START Given data

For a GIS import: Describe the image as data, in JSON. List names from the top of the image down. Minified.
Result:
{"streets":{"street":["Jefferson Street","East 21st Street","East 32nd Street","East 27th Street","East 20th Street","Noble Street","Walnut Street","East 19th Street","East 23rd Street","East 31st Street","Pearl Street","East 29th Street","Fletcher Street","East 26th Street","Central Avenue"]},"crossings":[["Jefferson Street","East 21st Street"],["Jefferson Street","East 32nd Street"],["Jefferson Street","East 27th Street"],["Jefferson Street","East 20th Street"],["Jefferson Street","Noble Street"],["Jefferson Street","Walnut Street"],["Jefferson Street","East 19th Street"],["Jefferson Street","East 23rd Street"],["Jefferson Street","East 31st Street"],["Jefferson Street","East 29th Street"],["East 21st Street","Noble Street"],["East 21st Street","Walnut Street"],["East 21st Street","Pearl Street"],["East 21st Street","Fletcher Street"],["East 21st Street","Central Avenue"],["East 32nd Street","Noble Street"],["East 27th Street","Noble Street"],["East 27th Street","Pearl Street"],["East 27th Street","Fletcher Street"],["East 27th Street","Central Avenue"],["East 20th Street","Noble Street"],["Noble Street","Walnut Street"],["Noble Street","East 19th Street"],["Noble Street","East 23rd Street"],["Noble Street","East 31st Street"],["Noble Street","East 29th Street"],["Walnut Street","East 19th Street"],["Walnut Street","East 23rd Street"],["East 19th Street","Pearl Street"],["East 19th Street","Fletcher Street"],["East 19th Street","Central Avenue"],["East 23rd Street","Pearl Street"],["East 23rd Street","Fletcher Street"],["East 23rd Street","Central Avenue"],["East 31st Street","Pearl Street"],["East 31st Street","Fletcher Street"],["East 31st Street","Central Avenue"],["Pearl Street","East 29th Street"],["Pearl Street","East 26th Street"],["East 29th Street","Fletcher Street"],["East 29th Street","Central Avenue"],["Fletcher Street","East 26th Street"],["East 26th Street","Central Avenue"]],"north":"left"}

END Given data

Try it — Everything in the data above must be restated verbatim.

Result of the exercise —
For a GIS import: Describe the image as data, in JSON. List names from the top of the image down. Minified.
Result:
{"streets":{"street":["Jefferson Street","East 21st Street","East 32nd Street","East 27th Street","East 20th Street","Noble Street","Walnut Street","East 19th Street","East 23rd Street","East 31st Street","Pearl Street","East 29th Street","Fletcher Street","East 26th Street","Central Avenue"]},"crossings":[["Jefferson Street","East 21st Street"],["Jefferson Street","East 32nd Street"],["Jefferson Street","East 27th Street"],["Jefferson Street","East 20th Street"],["Jefferson Street","Noble Street"],["Jefferson Street","Walnut Street"],["Jefferson Street","East 19th Street"],["Jefferson Street","East 23rd Street"],["Jefferson Street","East 31st Street"],["Jefferson Street","East 29th Street"],["East 21st Street","Noble Street"],["East 21st Street","Walnut Street"],["East 21st Street","Pearl Street"],["East 21st Street","Fletcher Street"],["East 21st Street","Central Avenue"],["East 32nd Street","Noble Street"],["East 27th Street","Noble Street"],["East 27th Street","Pearl Street"],["East 27th Street","Fletcher Street"],["East 27th Street","Central Avenue"],["East 20th Street","Noble Street"],["Noble Street","Walnut Street"],["Noble Street","East 19th Street"],["Noble Street","East 23rd Street"],["Noble Street","East 31st Street"],["Noble Street","East 29th Street"],["Walnut Street","East 19th Street"],["Walnut Street","East 23rd Street"],["East 19th Street","Pearl Street"],["East 19th Street","Fletcher Street"],["East 19th Street","Central Avenue"],["East 23rd Street","Pearl Street"],["East 23rd Street","Fletcher Street"],["East 23rd Street","Central Avenue"],["East 31st Street","Pearl Street"],["East 31st Street","Fletcher Street"],["East 31st Street","Central Avenue"],["Pearl Street","East 29th Street"],["Pearl Street","East 26th Street"],["East 29th Street","Fletcher Street"],["East 29th Street","Central Avenue"],["Fletcher Street","East 26th Street"],["East 26th Street","Central Avenue"]],"north":"left"}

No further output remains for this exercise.